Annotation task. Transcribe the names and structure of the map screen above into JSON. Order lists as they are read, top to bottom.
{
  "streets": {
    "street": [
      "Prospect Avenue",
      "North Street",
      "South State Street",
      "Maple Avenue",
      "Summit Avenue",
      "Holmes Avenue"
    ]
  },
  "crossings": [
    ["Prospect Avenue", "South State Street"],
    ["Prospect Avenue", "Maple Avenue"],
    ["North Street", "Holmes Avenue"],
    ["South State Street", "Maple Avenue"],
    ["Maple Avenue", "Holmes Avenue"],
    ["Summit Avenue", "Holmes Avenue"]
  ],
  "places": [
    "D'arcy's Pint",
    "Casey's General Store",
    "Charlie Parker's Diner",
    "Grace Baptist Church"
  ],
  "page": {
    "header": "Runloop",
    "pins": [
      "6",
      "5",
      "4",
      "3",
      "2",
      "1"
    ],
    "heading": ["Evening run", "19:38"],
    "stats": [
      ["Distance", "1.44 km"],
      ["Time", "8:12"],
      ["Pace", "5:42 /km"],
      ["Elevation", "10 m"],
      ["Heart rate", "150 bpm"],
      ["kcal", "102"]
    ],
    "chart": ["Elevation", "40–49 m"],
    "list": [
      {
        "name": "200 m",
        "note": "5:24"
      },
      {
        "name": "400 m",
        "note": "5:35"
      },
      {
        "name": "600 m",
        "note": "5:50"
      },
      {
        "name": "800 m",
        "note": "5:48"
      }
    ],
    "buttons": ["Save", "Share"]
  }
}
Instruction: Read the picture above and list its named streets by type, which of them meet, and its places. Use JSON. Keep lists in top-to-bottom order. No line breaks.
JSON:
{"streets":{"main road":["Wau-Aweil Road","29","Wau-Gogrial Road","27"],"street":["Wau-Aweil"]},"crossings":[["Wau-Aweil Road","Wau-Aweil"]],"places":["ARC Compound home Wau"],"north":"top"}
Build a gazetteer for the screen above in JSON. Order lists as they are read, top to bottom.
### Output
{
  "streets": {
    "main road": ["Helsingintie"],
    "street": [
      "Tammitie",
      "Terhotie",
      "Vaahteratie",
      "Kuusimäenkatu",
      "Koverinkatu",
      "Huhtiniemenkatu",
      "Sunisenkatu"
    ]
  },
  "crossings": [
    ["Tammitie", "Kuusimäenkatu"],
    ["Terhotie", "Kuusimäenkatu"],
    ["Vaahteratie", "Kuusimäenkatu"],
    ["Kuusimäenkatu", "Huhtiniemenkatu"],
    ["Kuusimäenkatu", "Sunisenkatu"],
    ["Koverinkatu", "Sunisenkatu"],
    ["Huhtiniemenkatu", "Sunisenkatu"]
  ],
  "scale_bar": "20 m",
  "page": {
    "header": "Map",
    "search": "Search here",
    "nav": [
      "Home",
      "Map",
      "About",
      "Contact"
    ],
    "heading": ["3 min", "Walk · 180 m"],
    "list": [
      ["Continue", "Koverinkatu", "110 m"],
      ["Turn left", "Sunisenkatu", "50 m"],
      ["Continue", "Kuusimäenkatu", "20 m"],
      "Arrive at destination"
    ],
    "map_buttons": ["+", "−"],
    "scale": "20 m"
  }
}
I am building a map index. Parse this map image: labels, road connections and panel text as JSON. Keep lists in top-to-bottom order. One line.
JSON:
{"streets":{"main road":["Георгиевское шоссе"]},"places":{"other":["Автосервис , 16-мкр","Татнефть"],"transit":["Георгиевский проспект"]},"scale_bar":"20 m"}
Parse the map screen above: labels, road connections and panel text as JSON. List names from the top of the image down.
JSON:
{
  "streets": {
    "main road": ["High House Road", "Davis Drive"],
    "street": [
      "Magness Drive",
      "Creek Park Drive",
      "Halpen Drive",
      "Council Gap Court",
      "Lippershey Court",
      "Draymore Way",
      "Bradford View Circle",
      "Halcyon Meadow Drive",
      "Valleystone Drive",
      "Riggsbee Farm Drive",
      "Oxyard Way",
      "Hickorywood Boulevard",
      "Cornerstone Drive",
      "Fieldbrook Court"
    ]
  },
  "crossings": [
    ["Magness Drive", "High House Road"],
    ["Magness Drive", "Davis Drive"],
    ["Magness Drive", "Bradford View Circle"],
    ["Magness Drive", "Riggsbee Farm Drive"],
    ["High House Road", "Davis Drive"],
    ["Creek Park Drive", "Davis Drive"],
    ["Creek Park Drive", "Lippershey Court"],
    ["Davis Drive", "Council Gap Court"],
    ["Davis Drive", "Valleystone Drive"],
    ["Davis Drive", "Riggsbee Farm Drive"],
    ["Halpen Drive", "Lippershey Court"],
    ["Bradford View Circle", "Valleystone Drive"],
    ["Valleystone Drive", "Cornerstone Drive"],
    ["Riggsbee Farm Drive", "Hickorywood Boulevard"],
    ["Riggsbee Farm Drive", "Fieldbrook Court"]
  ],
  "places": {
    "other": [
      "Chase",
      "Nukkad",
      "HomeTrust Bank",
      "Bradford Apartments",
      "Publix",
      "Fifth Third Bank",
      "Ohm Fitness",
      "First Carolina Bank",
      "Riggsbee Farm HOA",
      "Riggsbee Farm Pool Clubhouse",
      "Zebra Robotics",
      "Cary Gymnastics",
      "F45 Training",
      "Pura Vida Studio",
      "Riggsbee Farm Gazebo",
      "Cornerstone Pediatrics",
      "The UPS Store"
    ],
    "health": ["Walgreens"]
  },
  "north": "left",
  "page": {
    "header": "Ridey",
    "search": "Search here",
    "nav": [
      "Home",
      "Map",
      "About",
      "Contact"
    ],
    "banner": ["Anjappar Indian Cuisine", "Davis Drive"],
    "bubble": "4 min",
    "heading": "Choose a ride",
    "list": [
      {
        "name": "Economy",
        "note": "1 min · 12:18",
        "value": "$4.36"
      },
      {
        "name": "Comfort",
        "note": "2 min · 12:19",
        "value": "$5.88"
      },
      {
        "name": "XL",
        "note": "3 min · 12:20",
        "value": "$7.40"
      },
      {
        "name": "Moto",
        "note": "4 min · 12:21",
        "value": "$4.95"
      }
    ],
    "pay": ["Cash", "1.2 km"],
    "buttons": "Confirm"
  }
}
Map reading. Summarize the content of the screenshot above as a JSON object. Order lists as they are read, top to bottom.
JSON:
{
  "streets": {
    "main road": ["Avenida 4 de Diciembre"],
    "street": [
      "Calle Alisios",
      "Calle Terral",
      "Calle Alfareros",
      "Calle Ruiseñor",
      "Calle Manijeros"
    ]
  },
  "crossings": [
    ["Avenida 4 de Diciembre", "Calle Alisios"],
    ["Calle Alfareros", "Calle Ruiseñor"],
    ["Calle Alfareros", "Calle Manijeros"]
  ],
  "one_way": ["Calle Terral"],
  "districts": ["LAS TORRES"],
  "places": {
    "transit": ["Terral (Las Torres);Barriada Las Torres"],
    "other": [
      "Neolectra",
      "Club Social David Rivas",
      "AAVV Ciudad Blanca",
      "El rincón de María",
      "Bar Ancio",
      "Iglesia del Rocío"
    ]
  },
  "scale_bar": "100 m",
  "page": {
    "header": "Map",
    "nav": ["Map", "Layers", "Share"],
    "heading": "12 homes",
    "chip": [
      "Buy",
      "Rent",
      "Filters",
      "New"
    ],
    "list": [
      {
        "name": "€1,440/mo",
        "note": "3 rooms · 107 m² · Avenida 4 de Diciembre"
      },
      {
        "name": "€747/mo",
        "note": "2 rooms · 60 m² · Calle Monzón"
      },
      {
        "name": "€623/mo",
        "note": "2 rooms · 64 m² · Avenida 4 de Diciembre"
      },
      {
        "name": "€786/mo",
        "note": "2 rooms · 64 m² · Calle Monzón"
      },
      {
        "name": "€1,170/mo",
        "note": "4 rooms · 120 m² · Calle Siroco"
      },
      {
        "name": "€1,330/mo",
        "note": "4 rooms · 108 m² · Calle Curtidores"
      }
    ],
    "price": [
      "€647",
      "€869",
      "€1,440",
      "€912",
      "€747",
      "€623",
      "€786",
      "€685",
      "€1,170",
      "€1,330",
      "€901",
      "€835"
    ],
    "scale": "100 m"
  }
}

### INSTRUCTIONS FOR THE TASK
In the material above, find the line containing "Instruction: Read the" and the line containing "Build a gazetteer", then write out exactly those two lines and every line between them, and nothing more.

### THE COMPLETED TASK
Instruction: Read the picture above and list its named streets by type, which of them meet, and its places. Use JSON. Keep lists in top-to-bottom order. No line breaks.
JSON:
{"streets":{"main road":["Wau-Aweil Road","29","Wau-Gogrial Road","27"],"street":["Wau-Aweil"]},"crossings":[["Wau-Aweil Road","Wau-Aweil"]],"places":["ARC Compound home Wau"],"north":"top"}
Build a gazetteer for the screen above in JSON. Order lists as they are read, top to bottom.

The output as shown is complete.